Con il loro sesto lavoro in studio intitolato Eat My Skin, ancora una volta i 2Hurt sono riusciti a tirar fuori un album di grande rock italiano, anche se profondamente intriso di umori americani. L’ennesimo disco suonato con passione, sangue e sudore da un gruppo di grande spessore e talento che, forse, fa uscire l’album della completa maturità. Il gruppo in questo nuovo lavoro suona in scioltezza, i cinque sono una formazione collaudata e stabile da 6 anni ormai, e il piacere che provano a stare insieme e suonare in rilassatezza senza tensioni è avvertibile. “Can’t Tell A Man” si lega a doppio filo con l’album precedente On Bended Knee, un treno in corsa dove ancora una volta sono gli intrecci del violino con gli strumenti “classici” del rock a creare il marchio di fabbrica che rende il sound dei 2Hurt perfettamente riconoscibile.

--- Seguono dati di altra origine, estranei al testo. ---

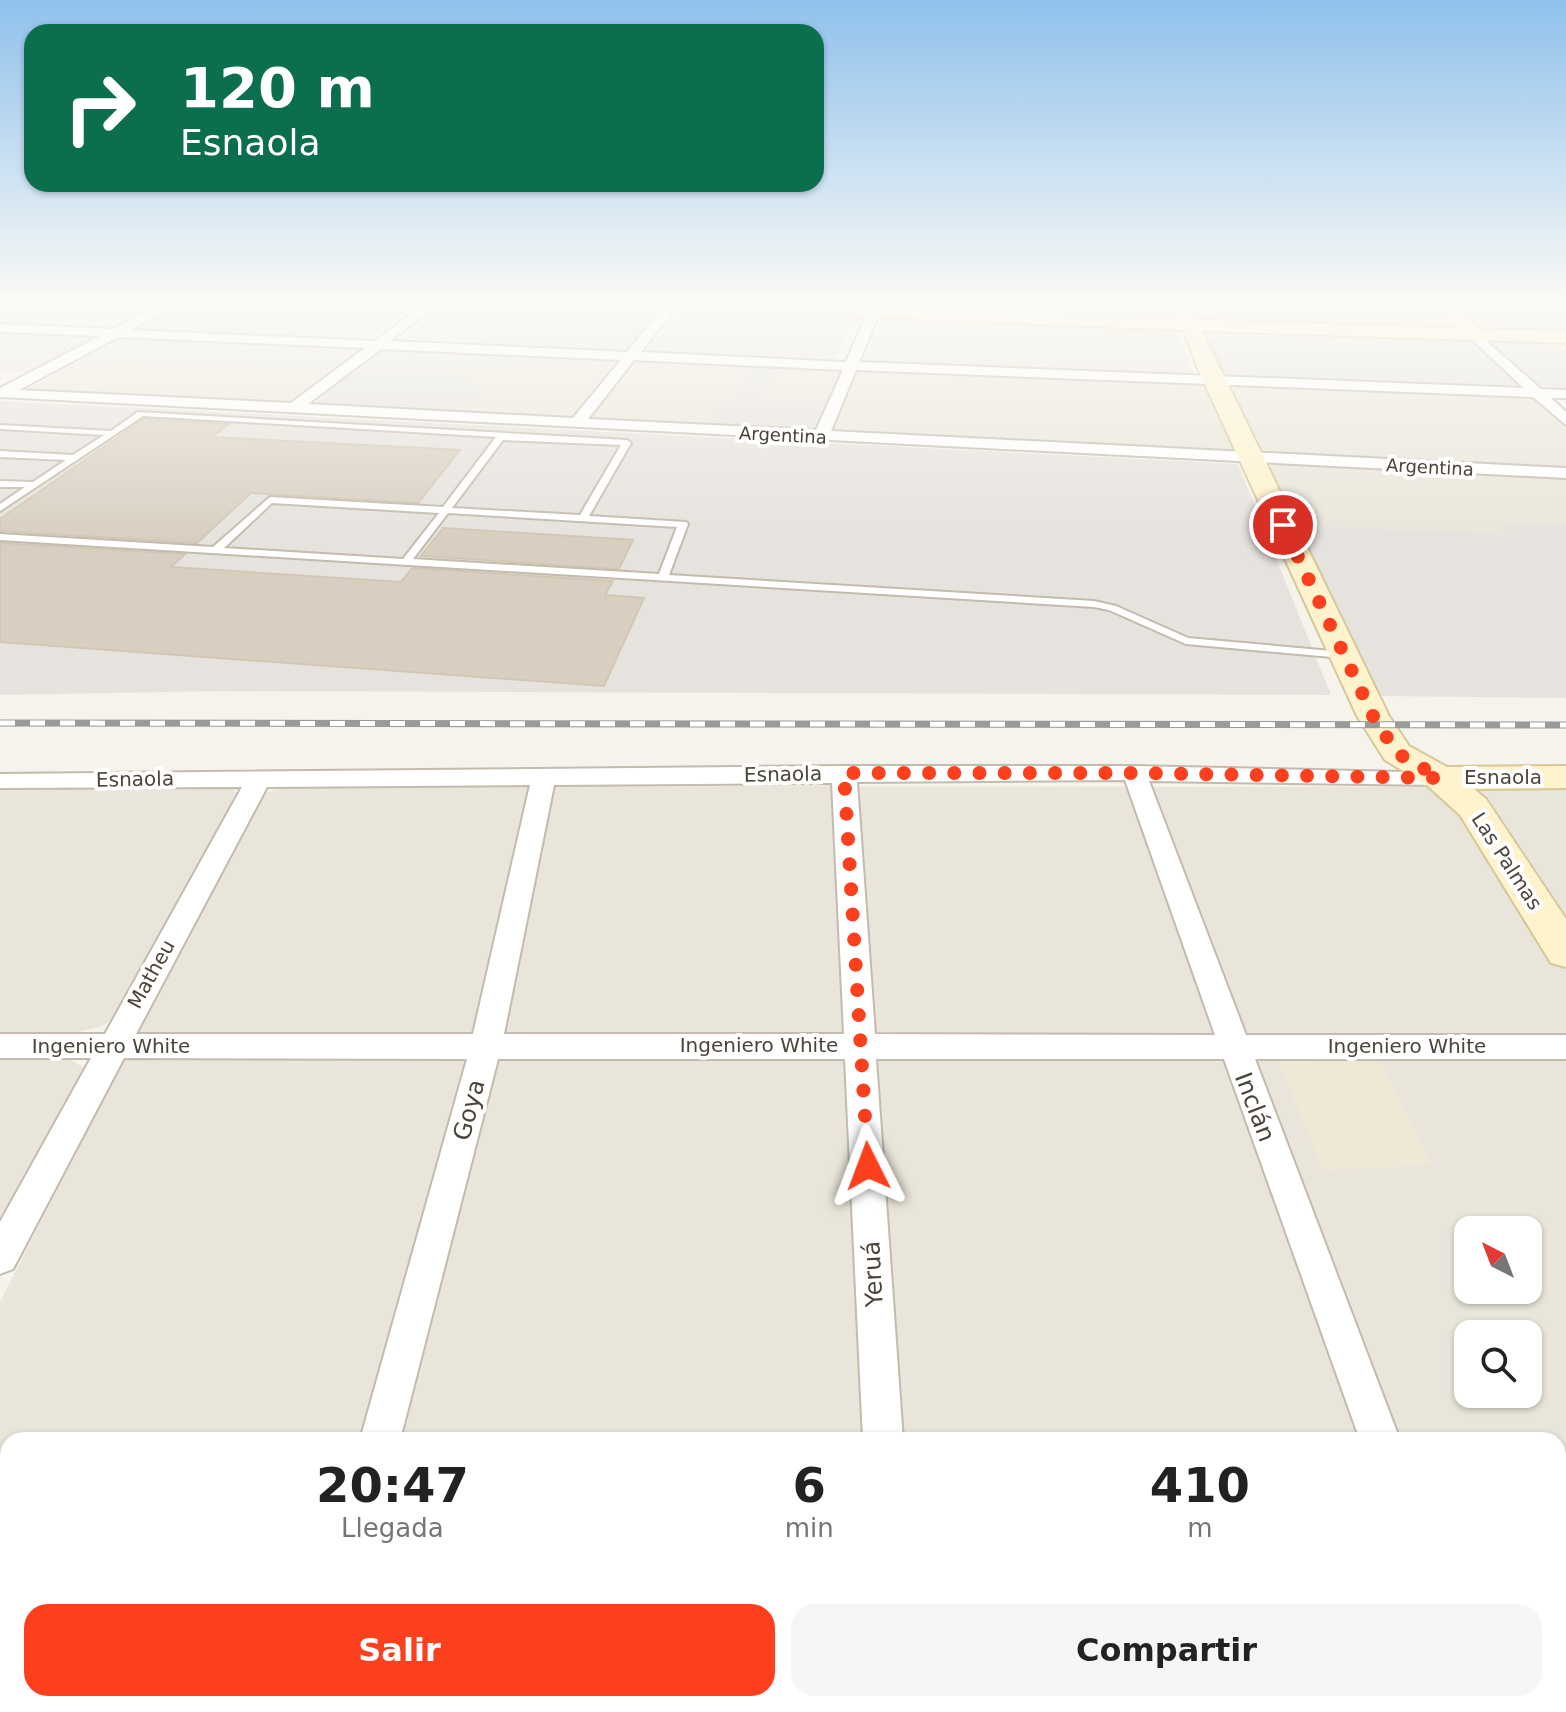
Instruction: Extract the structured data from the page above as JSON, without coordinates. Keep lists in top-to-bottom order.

Il disco è in perfetto equilibrio tra scosse elettriche e ispirate ballate, dimostrando che si può essere anche derivativi, ma alla fine è la scrittura fa la differenza, e quella della band romana rimane sempre ispirata.

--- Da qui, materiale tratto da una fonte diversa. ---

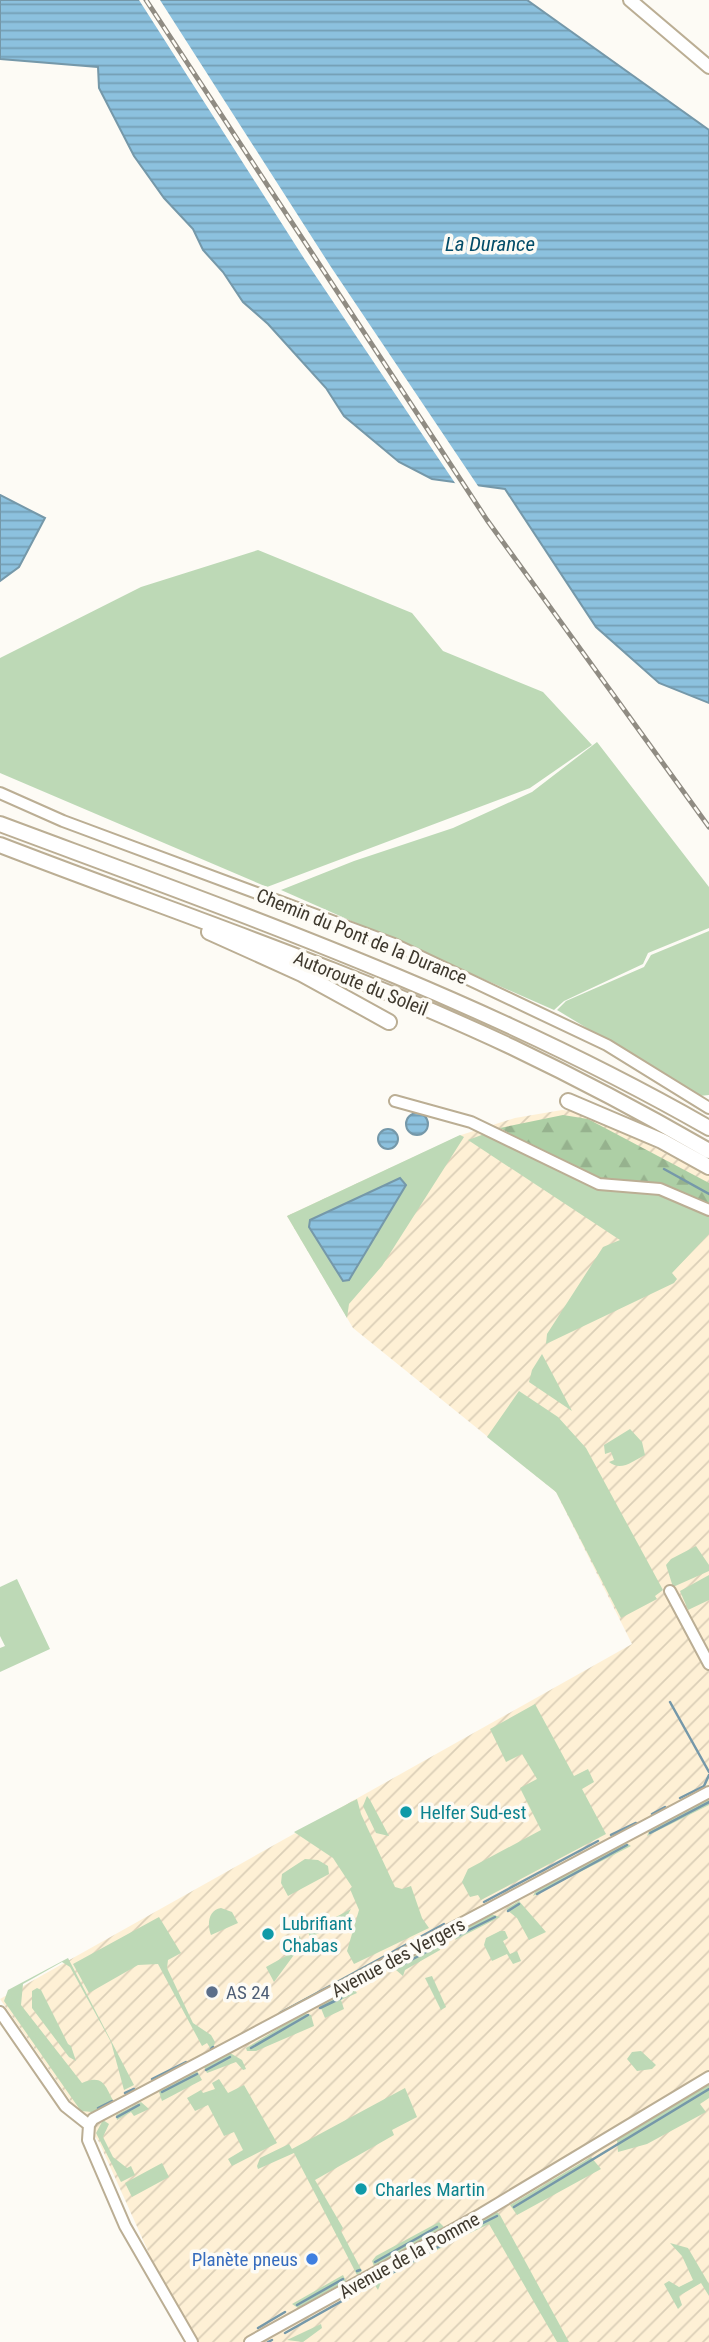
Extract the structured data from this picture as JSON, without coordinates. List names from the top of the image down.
{
  "streets": {
    "highway": ["Autoroute du Soleil"],
    "street": ["Chemin du Pont de la Durance", "Avenue des Vergers", "Avenue de la Pomme"]
  },
  "water": ["La Durance"],
  "places": [
    "Helfer Sud-est",
    "Lubrifiant Chabas",
    "AS 24",
    "Charles Martin",
    "Planète pneus"
  ]
}
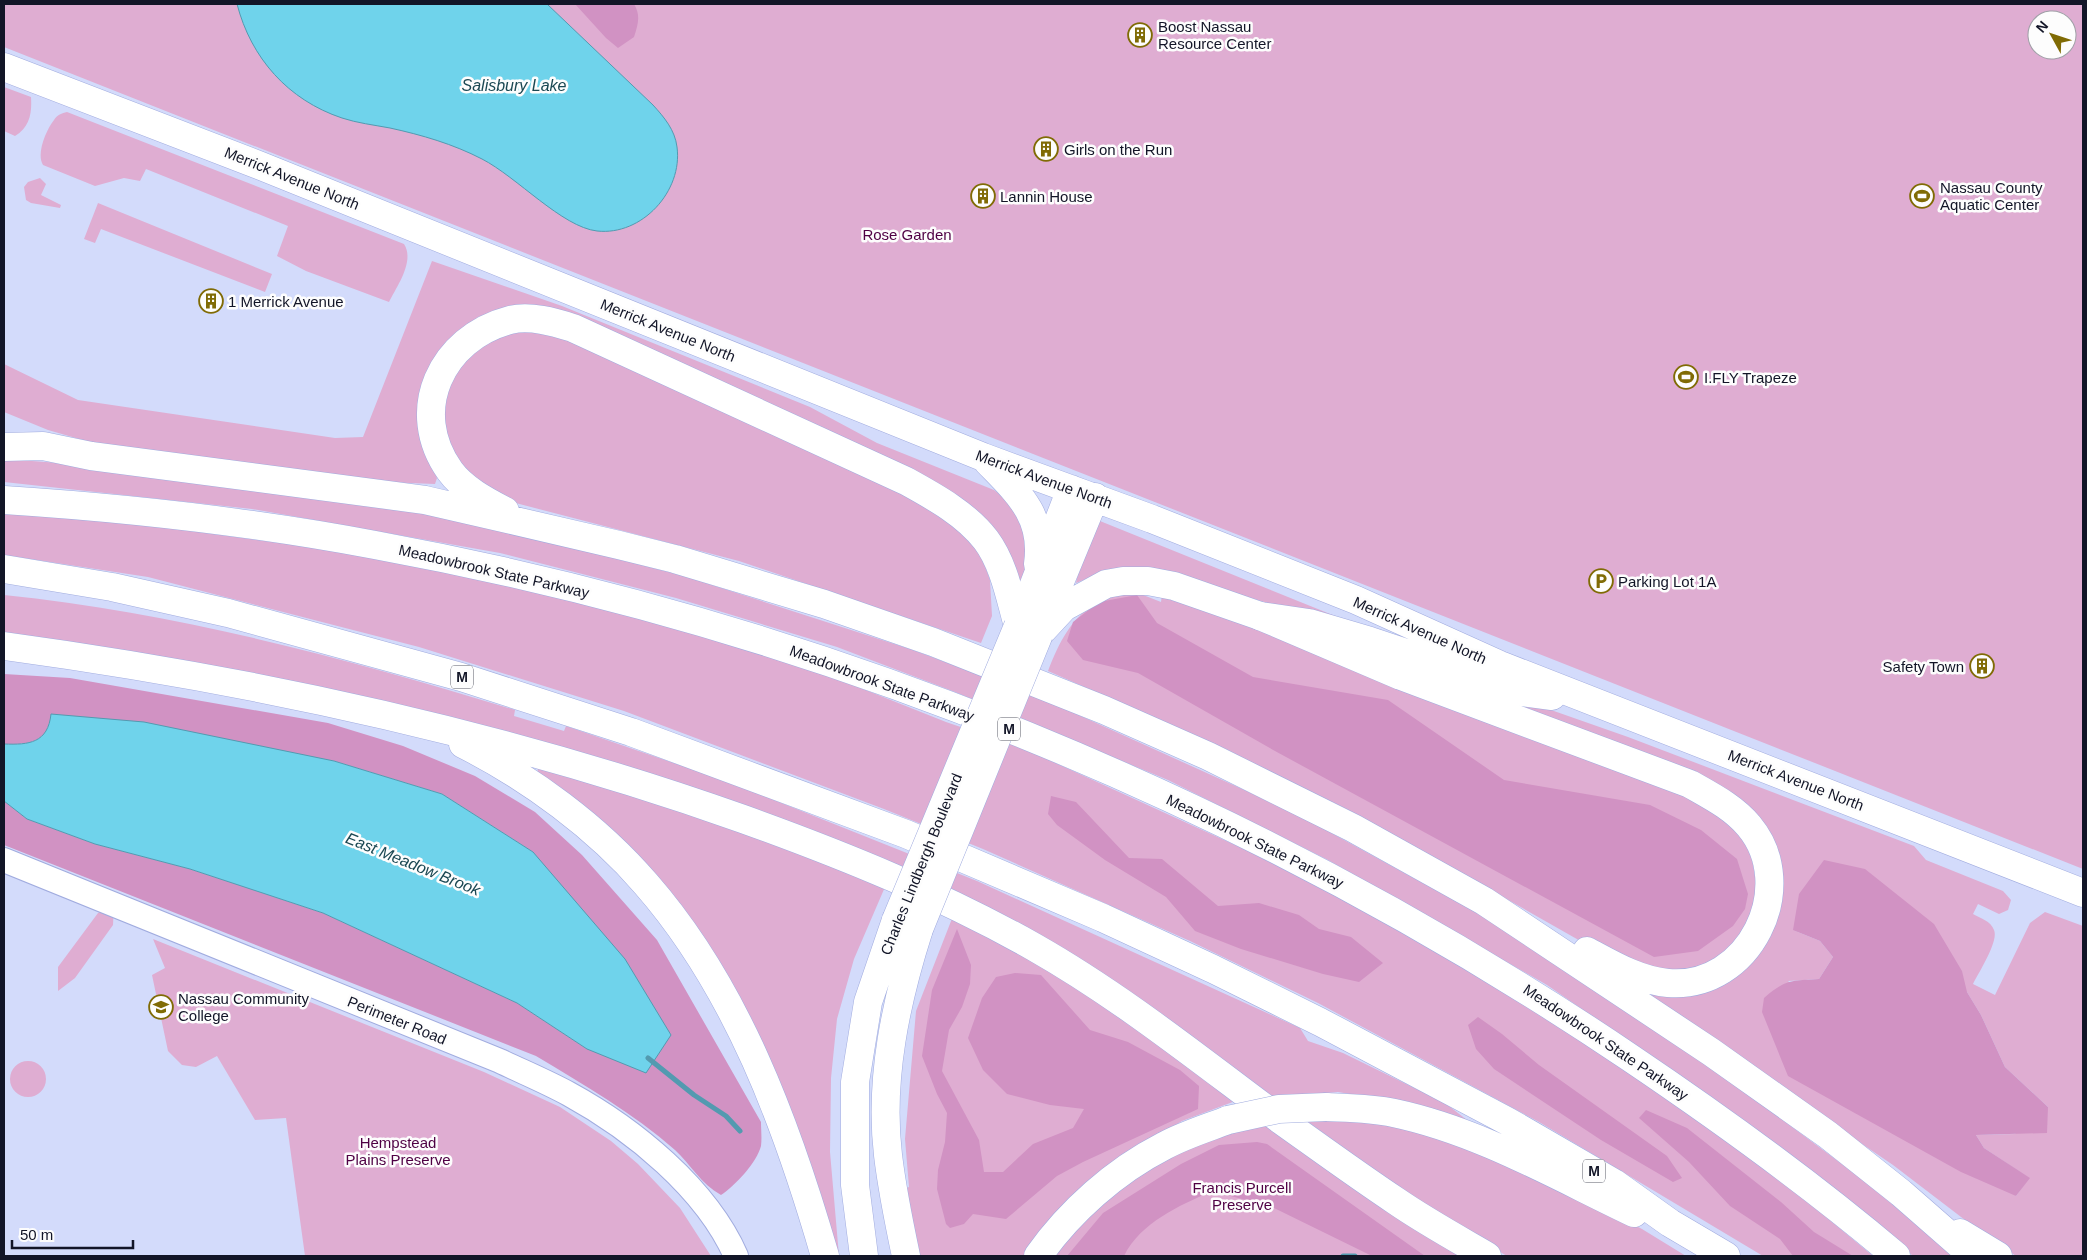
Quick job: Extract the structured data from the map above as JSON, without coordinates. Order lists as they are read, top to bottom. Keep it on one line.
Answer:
{"streets":{"main road":["Merrick Avenue North","Meadowbrook State Parkway","M","Charles Lindbergh Boulevard"],"street":["Perimeter Road"]},"crossings":[["Merrick Avenue North","Charles Lindbergh Boulevard"]],"water":["Salisbury Lake","East Meadow Brook"],"parks":["Rose Garden","Hempstead Plains Preserve","Francis Purcell Preserve"],"places":{"building":["Boost Nassau Resource Center","Girls on the Run","Lannin House","1 Merrick Avenue","Safety Town"],"sports":["Nassau County Aquatic Center","I.FLY Trapeze"],"parking":["Parking Lot 1A"],"school or university":["Nassau Community College"]},"scale_bar":"50 m","north":"top left"}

Gli Unwound sono stati dei veri e propri giganti dell’hardcore americano degli anni ’90. I riff granitici e le soluzioni ricche di spasmi e di lacerante elettricità li hanno resi tra le migliori band del genere e non solo. Justin Trosper, voce e chitarra, Vern Rumsey, basso, e Sarah Lund, batteria già con il precedente Fake Train avevano gettato le basi per una carriera sfolgorante, trovando la piena maturità con il successivo New Plastic Ideas (1994) che ne cesella le capacità compositive e l’incredibile capacità di scrittura che rimarrà incredibilmente alta qualitativamente fino alla fine della loro parabola artistica. L’album si snoda tra grandi scariche nevrotiche e splendide soluzioni armoniche, come in questa “Usual Dosage”. Recentemente l’etichetta specializzata in preziosi recuperi Numero Group ha raccolto gli album (mai ristampati e di non troppo facile reperibilità) della band in quattro imperdibili cofanetti, ristampandone anche Fake Train e pubblicando un live inedito che ne racchiude l’incredibile energia on stage.

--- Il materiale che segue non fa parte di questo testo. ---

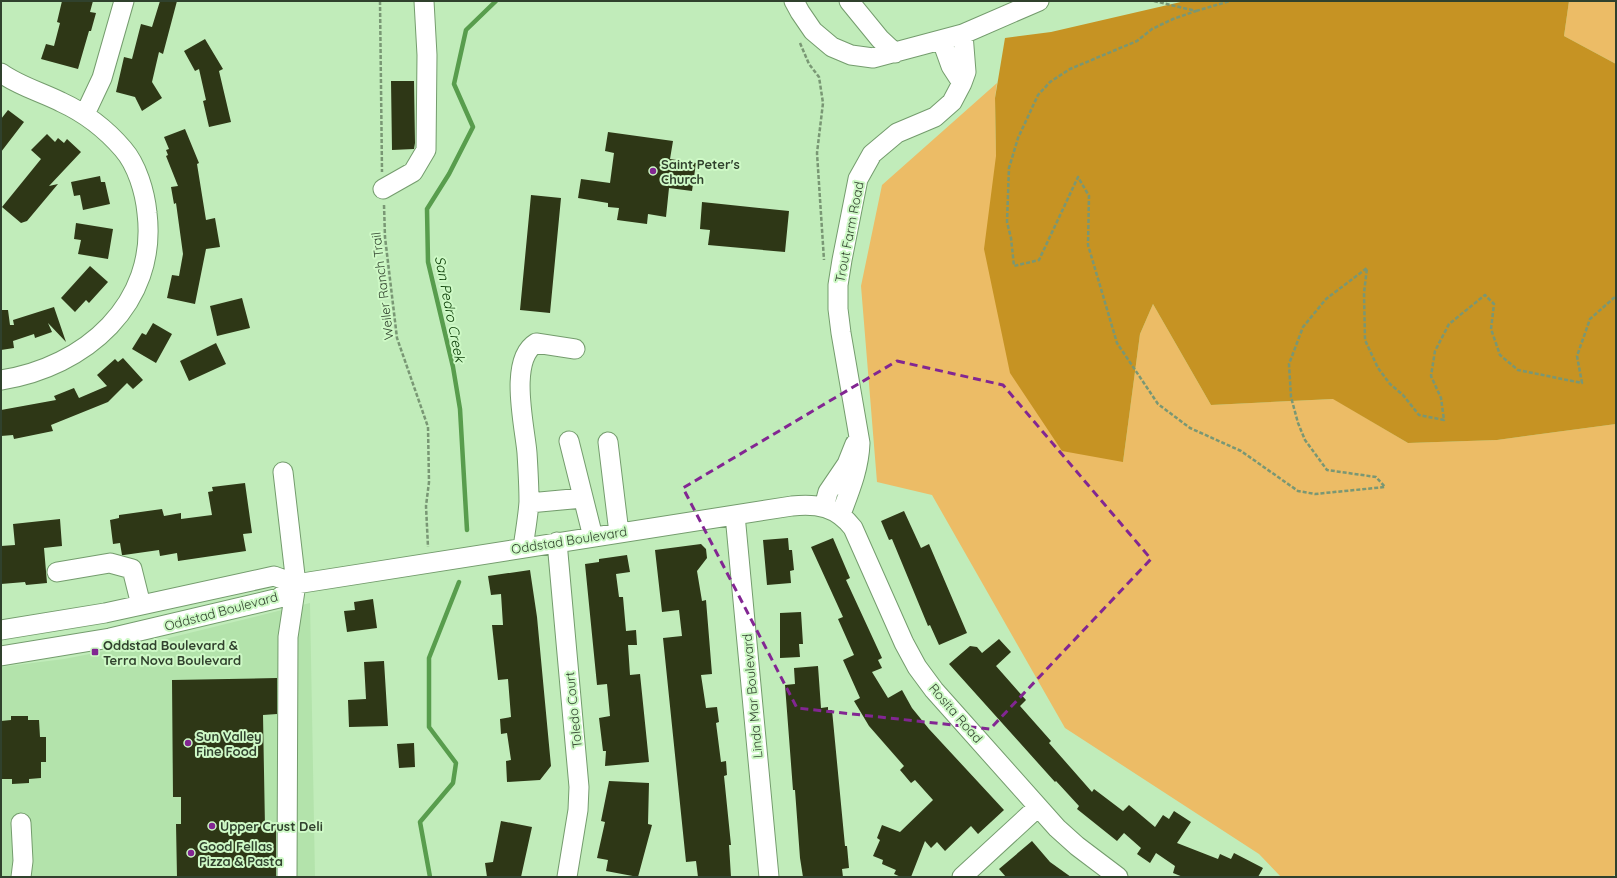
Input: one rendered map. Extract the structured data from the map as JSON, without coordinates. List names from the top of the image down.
{
  "streets": {
    "street": [
      "Trout Farm Road",
      "Oddstad Boulevard",
      "Linda Mar Boulevard",
      "Toledo Court",
      "Rosita Road"
    ],
    "path": ["Weiler Ranch Trail"]
  },
  "crossings": [
    ["Trout Farm Road", "Oddstad Boulevard"],
    ["Trout Farm Road", "Rosita Road"],
    ["Weiler Ranch Trail", "Oddstad Boulevard"],
    ["Oddstad Boulevard", "Linda Mar Boulevard"],
    ["Oddstad Boulevard", "Toledo Court"],
    ["Oddstad Boulevard", "Rosita Road"]
  ],
  "water": ["San Pedro Creek"],
  "places": {
    "other": [
      "Saint Peter's Church",
      "Sun Valley Fine Food",
      "Upper Crust Deli",
      "Good Fellas Pizza & Pasta"
    ],
    "transit": ["Oddstad Boulevard & Terra Nova Boulevard"]
  }
}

Ci sono tre americani ed un australiano che si trasferiscono e mettono su una band a Montreal, in Canada. Non è una barzelletta, ma la vera storia degli Ought, che tanto piacevolmente ci avevano già colpito con il loro esordio More Than Any Other Day che già mostrava un suono maturo, a tratti nevrotico, urgente, con la chitarra e la voce del leader Tim Beeler Darcy a proporsi come erede naturale di Tom Verlaine. Il secondo Sun Coming Down, che è uscito nel 2015 sempre per la straordinaria etichetta canadese Constellation, non delude le attese proponendo sempre il loro sound dissonante ma armonico allo stesso tempo, un post punk nervoso alla Feelies che riesce anche a superare il già ottimo debutto. Se vogliamo trovare un difetto alla band, possiamo dire che in un insieme eccelso mancano le canzoni davvero memorabili, ma la “Men For Miles” inserita in scaletta mostra un gruppo in gran forma e sicuro delle proprie potenzialità. Li aspettiamo per il “difficile” terzo album.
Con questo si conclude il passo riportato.